Stored records
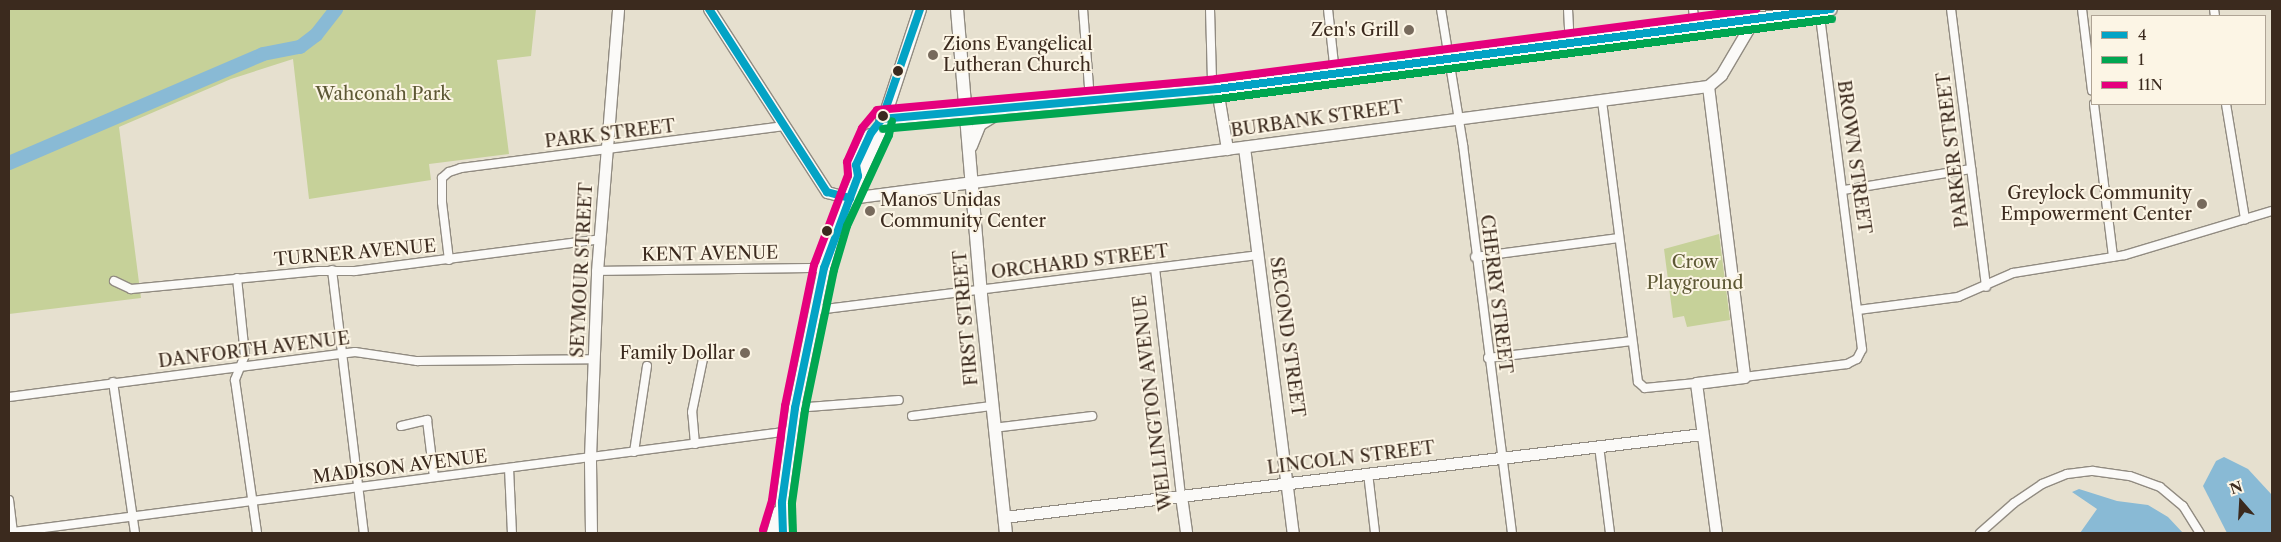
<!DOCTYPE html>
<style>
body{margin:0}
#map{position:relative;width:2281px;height:542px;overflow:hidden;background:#e6e0cf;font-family:"Libre Caslon Text",serif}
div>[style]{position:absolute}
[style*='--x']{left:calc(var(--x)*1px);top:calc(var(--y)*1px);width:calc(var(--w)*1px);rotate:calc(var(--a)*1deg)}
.green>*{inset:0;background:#c6d199}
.water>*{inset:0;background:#89bad5}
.river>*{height:14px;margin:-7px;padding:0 7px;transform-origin:7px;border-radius:7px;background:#89bad5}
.roads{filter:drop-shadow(1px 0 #918b81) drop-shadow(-1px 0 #918b81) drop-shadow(0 1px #918b81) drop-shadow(0 -1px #918b81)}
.street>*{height:8px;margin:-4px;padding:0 4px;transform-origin:4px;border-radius:4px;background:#fbfaf8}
.secondary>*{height:11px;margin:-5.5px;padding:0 5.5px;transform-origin:5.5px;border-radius:5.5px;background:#fbfaf8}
.primary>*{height:12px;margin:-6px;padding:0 6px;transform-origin:6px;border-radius:6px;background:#fbfaf8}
.bus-1>*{height:8px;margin:-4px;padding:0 4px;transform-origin:4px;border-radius:4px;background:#03a3c5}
.bus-2>*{height:8px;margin:-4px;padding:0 4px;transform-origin:4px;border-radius:4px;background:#00a651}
.bus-3>*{height:8px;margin:-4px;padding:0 4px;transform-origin:4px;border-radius:4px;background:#e5007d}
.dots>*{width:14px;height:14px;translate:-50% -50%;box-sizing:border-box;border:2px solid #fcf5e5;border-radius:50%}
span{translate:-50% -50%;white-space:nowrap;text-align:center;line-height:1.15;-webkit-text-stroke:4px #fcf5e5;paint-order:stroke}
.poi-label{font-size:18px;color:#3b2a1e}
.right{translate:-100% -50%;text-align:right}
.left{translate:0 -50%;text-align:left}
.park-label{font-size:18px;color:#5d5835}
.street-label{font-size:18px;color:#3b2a1e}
.frame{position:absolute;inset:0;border:10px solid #3b2a1e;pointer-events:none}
.legend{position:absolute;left:2091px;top:15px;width:175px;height:90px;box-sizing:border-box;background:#fcf5e5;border:1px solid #afa495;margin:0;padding:6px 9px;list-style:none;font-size:15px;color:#3b2a1e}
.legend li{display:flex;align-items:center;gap:10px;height:25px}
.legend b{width:25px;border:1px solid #afa495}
.north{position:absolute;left:2216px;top:477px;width:50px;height:50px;-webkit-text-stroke:4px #fcf5e5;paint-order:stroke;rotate:341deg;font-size:14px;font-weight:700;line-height:20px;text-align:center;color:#3b2a1e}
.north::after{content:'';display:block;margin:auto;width:18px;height:22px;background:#3b2a1e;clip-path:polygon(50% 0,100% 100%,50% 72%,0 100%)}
</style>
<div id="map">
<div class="green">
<div style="clip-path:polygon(9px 9px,536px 9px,531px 56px,497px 60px,509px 154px,429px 164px,431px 180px,309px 199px,293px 59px,231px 79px,119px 127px,141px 298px,9px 314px)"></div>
<div style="clip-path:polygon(1719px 234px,1730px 320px,1687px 327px,1684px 316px,1673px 318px,1664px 249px)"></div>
</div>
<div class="water">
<div style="clip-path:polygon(2224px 457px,2248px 469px,2272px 495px,2272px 533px,2227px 533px,2203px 486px,2216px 461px)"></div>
<div style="clip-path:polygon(2079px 489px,2117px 501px,2148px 505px,2168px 517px,2183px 533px,2080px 533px,2097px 509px,2072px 492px)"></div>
</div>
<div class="river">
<div style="--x:9;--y:163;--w:276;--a:-23.2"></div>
<div style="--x:263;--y:54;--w:38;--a:-11"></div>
<div style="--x:300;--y:47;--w:20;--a:-37"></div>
<div style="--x:316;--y:35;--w:33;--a:-52"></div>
</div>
<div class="roads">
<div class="street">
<div style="--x:1083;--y:9;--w:91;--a:85.6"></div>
<div style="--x:1210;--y:9;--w:70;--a:88.4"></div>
<div style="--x:1212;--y:79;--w:11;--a:63"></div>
<div style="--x:1328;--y:9;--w:64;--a:83.8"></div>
<div style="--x:1441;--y:9;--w:138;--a:80.8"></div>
<div style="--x:1463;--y:145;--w:391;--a:82.8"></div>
<div style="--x:1568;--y:9;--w:33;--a:87"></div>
<div style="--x:1693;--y:9;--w:17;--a:83"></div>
<div style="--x:1951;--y:9;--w:280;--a:82.8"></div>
<div style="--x:2082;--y:9;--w:82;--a:83"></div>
<div style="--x:2214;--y:9;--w:7;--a:82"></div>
<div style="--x:1602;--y:101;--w:283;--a:82.7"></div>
<div style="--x:1638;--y:382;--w:9;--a:41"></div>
<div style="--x:1645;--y:388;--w:51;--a:-5.6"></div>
<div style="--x:2094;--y:104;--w:154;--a:82.9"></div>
<div style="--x:2226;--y:104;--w:117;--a:80.6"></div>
<div style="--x:1844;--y:190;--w:129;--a:-9.4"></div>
<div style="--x:1475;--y:257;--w:145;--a:-7.5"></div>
<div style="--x:449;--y:260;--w:58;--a:-96.9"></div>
<div style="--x:442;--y:202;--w:24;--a:-90"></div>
<div style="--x:442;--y:178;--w:9;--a:-41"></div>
<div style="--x:449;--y:172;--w:13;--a:-18"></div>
<div style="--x:461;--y:168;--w:326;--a:-7.4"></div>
<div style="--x:1155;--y:268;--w:229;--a:83.5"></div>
<div style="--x:332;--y:270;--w:265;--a:83.1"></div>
<div style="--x:597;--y:271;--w:227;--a:-0.8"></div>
<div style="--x:237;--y:278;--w:77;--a:84.1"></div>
<div style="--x:245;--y:355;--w:27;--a:112"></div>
<div style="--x:235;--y:380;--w:155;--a:81.8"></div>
<div style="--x:114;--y:281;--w:19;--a:25"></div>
<div style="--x:131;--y:289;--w:188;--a:-5.5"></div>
<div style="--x:318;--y:271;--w:37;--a:0"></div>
<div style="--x:355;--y:271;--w:247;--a:-7.4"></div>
<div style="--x:817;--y:310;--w:444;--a:-7.1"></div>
<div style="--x:1858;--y:310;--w:101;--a:-7.4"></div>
<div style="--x:1958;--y:297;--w:60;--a:-23.6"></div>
<div style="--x:2013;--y:273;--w:113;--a:-9.1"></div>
<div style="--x:2125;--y:255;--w:153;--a:-16.7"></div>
<div style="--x:1488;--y:358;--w:145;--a:-6.7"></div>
<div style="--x:1744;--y:377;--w:104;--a:-7.2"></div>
<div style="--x:1847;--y:364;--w:11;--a:-27"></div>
<div style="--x:1857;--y:359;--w:11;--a:-63"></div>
<div style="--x:1862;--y:349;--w:343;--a:-97.2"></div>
<div style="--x:113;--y:382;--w:153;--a:81.7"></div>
<div style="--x:9;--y:397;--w:349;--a:-7.4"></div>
<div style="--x:355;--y:352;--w:63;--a:8.3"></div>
<div style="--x:417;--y:361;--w:177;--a:-0.6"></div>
<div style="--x:795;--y:408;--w:104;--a:-4.4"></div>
<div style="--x:912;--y:416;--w:80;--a:-7.2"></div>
<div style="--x:401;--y:426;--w:27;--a:-13"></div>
<div style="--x:427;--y:420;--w:57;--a:83"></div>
<div style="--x:993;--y:428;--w:100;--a:-6.9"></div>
<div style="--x:695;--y:444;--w:32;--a:-95"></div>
<div style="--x:692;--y:412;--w:54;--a:-78.3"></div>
<div style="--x:1599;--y:446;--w:88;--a:82.8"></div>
<div style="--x:634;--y:452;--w:87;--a:-81.4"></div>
<div style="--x:509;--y:468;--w:65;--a:87.4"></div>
<div style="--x:1368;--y:473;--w:60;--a:83.3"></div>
<div style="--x:9;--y:500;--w:33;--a:83"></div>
<div style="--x:13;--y:532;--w:785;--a:-7.4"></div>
<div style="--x:1980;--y:533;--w:45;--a:-41.4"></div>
<div style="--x:2014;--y:503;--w:34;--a:-34"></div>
<div style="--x:2042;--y:484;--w:27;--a:-22"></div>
<div style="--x:2067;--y:474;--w:26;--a:-7"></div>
<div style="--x:2093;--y:471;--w:37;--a:8"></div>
<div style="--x:2130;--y:476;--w:32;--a:20"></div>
<div style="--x:2160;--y:487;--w:30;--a:40"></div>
<div style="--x:2183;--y:506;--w:32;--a:58"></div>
</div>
<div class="secondary">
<div style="--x:709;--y:9;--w:218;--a:57.2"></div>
<div style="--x:827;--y:192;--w:24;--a:15"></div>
<div style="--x:850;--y:198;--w:865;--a:-7.44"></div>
<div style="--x:1708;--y:86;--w:17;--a:-40"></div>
<div style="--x:1721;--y:75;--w:65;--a:-59.5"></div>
<div style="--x:1708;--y:86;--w:293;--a:82.9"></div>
<div style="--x:1744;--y:377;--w:48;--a:172.9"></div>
<div style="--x:1696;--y:383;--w:151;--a:82.4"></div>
<div style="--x:1217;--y:89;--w:61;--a:80.5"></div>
<div style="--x:1244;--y:147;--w:389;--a:82.8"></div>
<div style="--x:1181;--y:496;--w:37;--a:82"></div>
<div style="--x:1004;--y:517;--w:703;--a:-6.78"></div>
<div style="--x:591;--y:533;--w:76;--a:-90.8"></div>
<div style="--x:590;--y:457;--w:186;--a:-87.8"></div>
<div style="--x:597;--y:271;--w:263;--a:-85.4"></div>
</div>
<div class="primary">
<div style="--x:957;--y:9;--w:288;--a:85.2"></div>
<div style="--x:981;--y:296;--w:238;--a:84"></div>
<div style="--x:882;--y:119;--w:336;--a:-5.1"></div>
<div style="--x:1217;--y:89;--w:619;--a:-7.42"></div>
<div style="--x:971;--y:146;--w:24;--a:-68"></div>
<div style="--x:980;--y:124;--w:23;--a:-31"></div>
<div style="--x:858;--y:176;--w:11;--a:-100"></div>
<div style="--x:856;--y:165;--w:33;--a:-65"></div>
<div style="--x:773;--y:533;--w:22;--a:-74"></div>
<div style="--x:783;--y:533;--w:31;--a:-92"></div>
<div style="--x:782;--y:502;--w:95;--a:-82.1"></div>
<div style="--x:795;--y:408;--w:143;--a:-78.3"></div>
<div style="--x:824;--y:268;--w:48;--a:-73.1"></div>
<div style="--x:838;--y:222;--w:100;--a:-65.2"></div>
<div style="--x:880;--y:131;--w:128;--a:-71.8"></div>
</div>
</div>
<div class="bus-1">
<div style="--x:709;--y:9;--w:218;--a:57.2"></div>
<div style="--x:827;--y:192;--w:24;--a:15"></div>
<div style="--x:882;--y:119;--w:336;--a:-5.1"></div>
<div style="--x:1217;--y:89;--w:619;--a:-7.42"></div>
<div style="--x:783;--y:533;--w:31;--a:-92"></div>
<div style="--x:782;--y:502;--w:95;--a:-82.1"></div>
<div style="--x:795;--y:408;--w:143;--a:-78.3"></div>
<div style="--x:824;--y:268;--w:98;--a:-69.7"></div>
<div style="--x:858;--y:176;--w:11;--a:-100"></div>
<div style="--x:856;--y:165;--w:35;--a:-65"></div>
<div style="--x:871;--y:133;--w:18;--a:-52"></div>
<div style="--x:882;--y:119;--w:116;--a:-70.9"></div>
</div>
<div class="bus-2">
<div style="--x:883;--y:129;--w:336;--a:-5.1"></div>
<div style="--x:1218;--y:99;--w:619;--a:-7.42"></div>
<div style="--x:793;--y:533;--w:30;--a:-92"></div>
<div style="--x:792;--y:503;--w:94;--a:-82"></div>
<div style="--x:805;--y:410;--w:143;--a:-78.3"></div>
<div style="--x:834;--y:270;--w:46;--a:-73.5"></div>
<div style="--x:847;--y:226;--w:100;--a:-65.2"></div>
<div style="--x:889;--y:135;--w:14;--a:-78"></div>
</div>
<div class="bus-3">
<div style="--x:763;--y:530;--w:31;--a:-73"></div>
<div style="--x:772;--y:500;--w:95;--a:-82.1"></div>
<div style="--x:785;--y:406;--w:144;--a:-78.4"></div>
<div style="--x:814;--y:265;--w:96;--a:-69.3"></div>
<div style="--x:848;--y:175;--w:13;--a:-94"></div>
<div style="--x:847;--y:162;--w:37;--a:-66"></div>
<div style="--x:862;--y:128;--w:23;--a:-50"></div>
<div style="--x:877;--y:110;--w:340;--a:-5.2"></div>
<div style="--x:1216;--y:79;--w:545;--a:-7.39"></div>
</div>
<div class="dots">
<div style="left:1409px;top:30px;background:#776a5c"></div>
<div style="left:933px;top:55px;background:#776a5c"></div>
<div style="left:898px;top:71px;background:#3b2a1e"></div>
<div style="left:883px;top:116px;background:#3b2a1e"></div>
<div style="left:2202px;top:204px;background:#776a5c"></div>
<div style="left:870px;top:211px;background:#776a5c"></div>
<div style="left:827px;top:231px;background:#3b2a1e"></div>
<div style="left:745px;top:353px;background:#776a5c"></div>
</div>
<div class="poi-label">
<span class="right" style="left:1399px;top:30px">Zen's Grill</span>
<span class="left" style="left:943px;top:55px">Zions Evangelical<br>Lutheran Church</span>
<span class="right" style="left:2192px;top:204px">Greylock Community<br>Empowerment Center</span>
<span class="left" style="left:880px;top:211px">Manos Unidas<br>Community Center</span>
<span class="right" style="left:735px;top:353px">Family Dollar</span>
</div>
<div class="park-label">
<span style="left:383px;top:94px">Wahconah Park</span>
<span style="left:1695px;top:273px">Crow<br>Playground</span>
</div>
<div class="street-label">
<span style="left:1317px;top:119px;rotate:-8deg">BURBANK STREET</span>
<span style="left:610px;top:134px;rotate:-7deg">PARK STREET</span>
<span style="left:1953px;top:150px;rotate:-97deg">PARKER STREET</span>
<span style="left:1854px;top:157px;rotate:82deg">BROWN STREET</span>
<span style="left:355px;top:253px;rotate:-5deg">TURNER AVENUE</span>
<span style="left:710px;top:254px;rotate:-1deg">KENT AVENUE</span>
<span style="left:1080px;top:262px;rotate:-7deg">ORCHARD STREET</span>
<span style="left:582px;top:270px;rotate:-87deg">SEYMOUR STREET</span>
<span style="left:1496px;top:294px;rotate:83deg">CHERRY STREET</span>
<span style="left:966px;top:318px;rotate:-95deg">FIRST STREET</span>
<span style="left:1287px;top:337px;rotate:82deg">SECOND STREET</span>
<span style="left:254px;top:350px;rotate:-7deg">DANFORTH AVENUE</span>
<span style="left:1153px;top:403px;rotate:-97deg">WELLINGTON AVENUE</span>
<span style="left:1351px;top:458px;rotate:-7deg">LINCOLN STREET</span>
<span style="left:400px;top:467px;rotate:-7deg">MADISON AVENUE</span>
</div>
<div class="frame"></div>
<ul class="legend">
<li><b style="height:6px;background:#03a3c5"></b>4</li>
<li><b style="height:6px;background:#00a651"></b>1</li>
<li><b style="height:6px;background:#e5007d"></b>11N</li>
</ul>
<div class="north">N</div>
</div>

[TASK TO COMPLETE] Each line from the start of the entries through the line with "0 #918b81) drop-shadow(-1px" is to be restated exactly, and the pictures are to be skipped.

[OUTPUT BELOW]
<!DOCTYPE html>
<style>
body{margin:0}
#map{position:relative;width:2281px;height:542px;overflow:hidden;background:#e6e0cf;font-family:"Libre Caslon Text",serif}
div>[style]{position:absolute}
[style*='--x']{left:calc(var(--x)*1px);top:calc(var(--y)*1px);width:calc(var(--w)*1px);rotate:calc(var(--a)*1deg)}
.green>*{inset:0;background:#c6d199}
.water>*{inset:0;background:#89bad5}
.river>*{height:14px;margin:-7px;padding:0 7px;transform-origin:7px;border-radius:7px;background:#89bad5}
.roads{filter:drop-shadow(1px 0 #918b81) drop-shadow(-1px 0 #918b81) drop-shadow(0 1px #918b81) drop-shadow(0 -1px #918b81)}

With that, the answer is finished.